Not all sponsorships are the same. What follows is a list of some of the different types:

· Media sponsors. If you’ve watched YouTube videos of other RC racers that have a bunch of videos about a specific product or manufacturer, chances are they have a media sponsorship. This means there is some kind of financial arrangement between them and the manufacturer. Often this would mean they get a small percentage of every product that is sold.

· In-Kind Sponsorship. This type of sponsorship is similar to a media sponsorship, except you get to keep the goodies, or the manufacturer will give you parts that will help you get your racer to the next level. No money is exchanged, so your only pay is that you didn’t have to buy a new pair of tires for your racer.

· Full Sponsorship. This type of sponsorship is for racers who have a media presence, show up at major events, keep a YouTube channel or other social media presence. In order for a manufacturer to pay you to race, you have to be able to bring in a lot of revenue. This is a rarity in the RC racing world.

What Is Expected Of Sponsored RC Racers

Winning is 100% expected of you. Sponsors expect racers to produce results! The companies want winning racers to represent their products. If you don’t receive free products as part of your sponsorship, you will have to use your money to buy what they expect you to use. So you may not end up saving much money on products even with a discount. 

As well, if you don’t continue to win races, they won’t keep you on. A racer is expected to win despite recently having traveled or not knowing the track. The sponsors want people with helpful and friendly attitudes to give good publicity. They want racers who are willing to support other racers and help where they can around the race, answer questions, and be involved online.  

Who is the best?

One of the best RC car drivers ever is Hirosaka Masami. Whether he is the best driver is certainly up for debate but he is an amazing one with some great skills!

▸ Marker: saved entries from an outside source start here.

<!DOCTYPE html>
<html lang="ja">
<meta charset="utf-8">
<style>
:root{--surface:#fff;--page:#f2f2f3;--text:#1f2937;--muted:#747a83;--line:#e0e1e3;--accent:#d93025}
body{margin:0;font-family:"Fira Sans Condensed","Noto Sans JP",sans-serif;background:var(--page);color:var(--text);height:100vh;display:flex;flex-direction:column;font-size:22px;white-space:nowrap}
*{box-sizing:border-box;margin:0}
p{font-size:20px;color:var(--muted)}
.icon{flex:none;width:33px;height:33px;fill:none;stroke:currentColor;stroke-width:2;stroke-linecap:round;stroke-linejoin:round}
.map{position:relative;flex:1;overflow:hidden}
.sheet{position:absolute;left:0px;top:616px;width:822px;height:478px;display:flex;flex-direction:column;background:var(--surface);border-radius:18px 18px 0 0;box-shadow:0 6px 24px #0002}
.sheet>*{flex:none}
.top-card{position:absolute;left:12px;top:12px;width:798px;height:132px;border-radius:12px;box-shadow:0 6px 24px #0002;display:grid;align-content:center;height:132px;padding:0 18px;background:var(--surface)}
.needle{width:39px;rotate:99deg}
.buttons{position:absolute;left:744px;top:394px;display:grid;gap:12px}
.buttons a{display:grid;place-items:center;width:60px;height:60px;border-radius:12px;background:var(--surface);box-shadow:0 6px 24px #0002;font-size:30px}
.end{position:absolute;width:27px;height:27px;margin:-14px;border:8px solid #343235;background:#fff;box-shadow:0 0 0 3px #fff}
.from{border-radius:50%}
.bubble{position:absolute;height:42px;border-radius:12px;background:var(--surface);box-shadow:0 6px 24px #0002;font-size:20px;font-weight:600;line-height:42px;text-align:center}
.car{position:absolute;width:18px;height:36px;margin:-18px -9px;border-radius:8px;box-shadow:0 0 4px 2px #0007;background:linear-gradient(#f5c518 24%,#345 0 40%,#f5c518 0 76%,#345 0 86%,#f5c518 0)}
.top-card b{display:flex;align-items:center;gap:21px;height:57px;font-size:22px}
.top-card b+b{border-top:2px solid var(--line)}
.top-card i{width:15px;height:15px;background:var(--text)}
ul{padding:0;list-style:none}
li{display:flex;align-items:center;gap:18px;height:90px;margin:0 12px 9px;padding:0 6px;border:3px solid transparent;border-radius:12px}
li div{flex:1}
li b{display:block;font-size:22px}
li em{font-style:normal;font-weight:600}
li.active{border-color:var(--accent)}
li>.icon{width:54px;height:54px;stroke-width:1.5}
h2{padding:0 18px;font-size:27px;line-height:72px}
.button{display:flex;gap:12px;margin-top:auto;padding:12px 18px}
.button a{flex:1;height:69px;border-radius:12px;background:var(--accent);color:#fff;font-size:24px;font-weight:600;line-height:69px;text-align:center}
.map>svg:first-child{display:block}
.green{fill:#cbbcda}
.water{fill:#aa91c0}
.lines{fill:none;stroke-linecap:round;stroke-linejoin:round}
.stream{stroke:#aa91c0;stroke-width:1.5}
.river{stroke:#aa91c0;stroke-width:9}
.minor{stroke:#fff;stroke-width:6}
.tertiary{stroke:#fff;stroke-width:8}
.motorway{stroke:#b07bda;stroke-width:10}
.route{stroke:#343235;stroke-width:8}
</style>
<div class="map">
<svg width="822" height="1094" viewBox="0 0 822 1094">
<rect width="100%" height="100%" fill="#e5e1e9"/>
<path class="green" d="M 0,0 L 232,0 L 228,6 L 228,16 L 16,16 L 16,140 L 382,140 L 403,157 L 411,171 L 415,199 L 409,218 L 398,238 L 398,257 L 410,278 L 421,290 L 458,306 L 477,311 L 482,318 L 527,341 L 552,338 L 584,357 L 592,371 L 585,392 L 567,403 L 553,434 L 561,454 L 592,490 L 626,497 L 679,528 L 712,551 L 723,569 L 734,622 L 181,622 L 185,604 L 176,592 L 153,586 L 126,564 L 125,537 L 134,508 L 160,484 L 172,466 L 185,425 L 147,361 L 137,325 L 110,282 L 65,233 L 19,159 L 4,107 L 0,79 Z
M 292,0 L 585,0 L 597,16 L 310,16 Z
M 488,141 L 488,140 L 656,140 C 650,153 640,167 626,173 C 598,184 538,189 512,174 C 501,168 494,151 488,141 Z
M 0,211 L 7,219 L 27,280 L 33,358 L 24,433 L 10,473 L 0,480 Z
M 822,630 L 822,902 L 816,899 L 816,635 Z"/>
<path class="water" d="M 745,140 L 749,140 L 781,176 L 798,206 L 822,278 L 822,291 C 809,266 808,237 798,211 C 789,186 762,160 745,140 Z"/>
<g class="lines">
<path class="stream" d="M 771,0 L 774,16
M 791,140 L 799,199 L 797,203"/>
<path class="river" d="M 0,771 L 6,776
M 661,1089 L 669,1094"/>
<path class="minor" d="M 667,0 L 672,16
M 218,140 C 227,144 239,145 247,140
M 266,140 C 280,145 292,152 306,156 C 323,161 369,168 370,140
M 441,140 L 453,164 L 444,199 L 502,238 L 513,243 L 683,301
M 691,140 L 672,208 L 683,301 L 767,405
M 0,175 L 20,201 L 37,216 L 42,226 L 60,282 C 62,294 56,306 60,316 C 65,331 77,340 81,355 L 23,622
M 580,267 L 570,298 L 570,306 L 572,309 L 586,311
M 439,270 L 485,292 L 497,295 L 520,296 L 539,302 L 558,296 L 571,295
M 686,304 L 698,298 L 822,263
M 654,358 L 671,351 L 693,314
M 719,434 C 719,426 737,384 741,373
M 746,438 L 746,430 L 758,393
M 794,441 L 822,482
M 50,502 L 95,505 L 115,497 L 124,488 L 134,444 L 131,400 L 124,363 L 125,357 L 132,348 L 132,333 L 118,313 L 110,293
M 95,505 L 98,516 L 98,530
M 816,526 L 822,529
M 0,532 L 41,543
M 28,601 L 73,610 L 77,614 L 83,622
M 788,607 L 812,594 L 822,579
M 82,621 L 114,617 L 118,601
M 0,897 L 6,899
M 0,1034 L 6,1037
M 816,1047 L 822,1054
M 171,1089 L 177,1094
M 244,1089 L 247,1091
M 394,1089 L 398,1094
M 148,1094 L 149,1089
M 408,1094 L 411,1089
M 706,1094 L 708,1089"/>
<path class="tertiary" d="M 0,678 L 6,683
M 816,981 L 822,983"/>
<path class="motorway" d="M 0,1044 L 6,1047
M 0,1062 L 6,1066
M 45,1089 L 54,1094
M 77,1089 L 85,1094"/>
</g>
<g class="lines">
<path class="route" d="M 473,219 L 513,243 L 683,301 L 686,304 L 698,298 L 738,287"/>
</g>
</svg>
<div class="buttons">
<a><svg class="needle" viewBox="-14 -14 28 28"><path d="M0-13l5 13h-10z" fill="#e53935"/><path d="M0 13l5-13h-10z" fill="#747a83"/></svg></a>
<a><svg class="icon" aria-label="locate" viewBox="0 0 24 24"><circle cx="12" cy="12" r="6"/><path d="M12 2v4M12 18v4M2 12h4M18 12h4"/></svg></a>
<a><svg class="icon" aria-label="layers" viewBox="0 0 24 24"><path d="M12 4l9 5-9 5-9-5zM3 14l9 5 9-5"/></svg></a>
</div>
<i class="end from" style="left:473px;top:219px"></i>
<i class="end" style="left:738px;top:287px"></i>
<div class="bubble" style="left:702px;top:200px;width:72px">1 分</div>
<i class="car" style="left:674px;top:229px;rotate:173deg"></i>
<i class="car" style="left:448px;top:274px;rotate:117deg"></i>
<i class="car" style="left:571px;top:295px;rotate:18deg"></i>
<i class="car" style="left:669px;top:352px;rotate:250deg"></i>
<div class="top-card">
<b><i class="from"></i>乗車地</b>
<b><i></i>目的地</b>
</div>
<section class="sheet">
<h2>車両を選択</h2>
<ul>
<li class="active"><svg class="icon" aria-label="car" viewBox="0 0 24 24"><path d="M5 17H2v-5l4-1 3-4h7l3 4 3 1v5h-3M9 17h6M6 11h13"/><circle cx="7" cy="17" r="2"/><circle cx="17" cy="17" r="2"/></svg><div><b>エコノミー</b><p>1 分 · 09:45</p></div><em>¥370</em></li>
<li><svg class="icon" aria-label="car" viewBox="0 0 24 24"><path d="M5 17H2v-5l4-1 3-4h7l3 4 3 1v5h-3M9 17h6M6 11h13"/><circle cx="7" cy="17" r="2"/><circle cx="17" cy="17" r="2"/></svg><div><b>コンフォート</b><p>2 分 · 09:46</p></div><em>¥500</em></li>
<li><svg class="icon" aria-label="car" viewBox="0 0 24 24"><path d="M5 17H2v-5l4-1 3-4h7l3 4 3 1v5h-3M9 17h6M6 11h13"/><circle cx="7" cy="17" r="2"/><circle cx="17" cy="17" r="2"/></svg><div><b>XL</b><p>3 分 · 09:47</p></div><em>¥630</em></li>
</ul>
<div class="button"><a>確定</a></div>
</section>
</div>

Want to watch him in action? Check out this race in the video below.

Final Thoughts

As you aspire for a sponsorship, remember it is going to take time to build a portfolio, experience, and rapport with others in the local scene before it can become a reality. While working toward sponsorship, don’t lose sight of why you got started in the sport!  Continue to be a team player and build the local RC racing community. When it comes to money, remember even most great racers still have full-time jobs.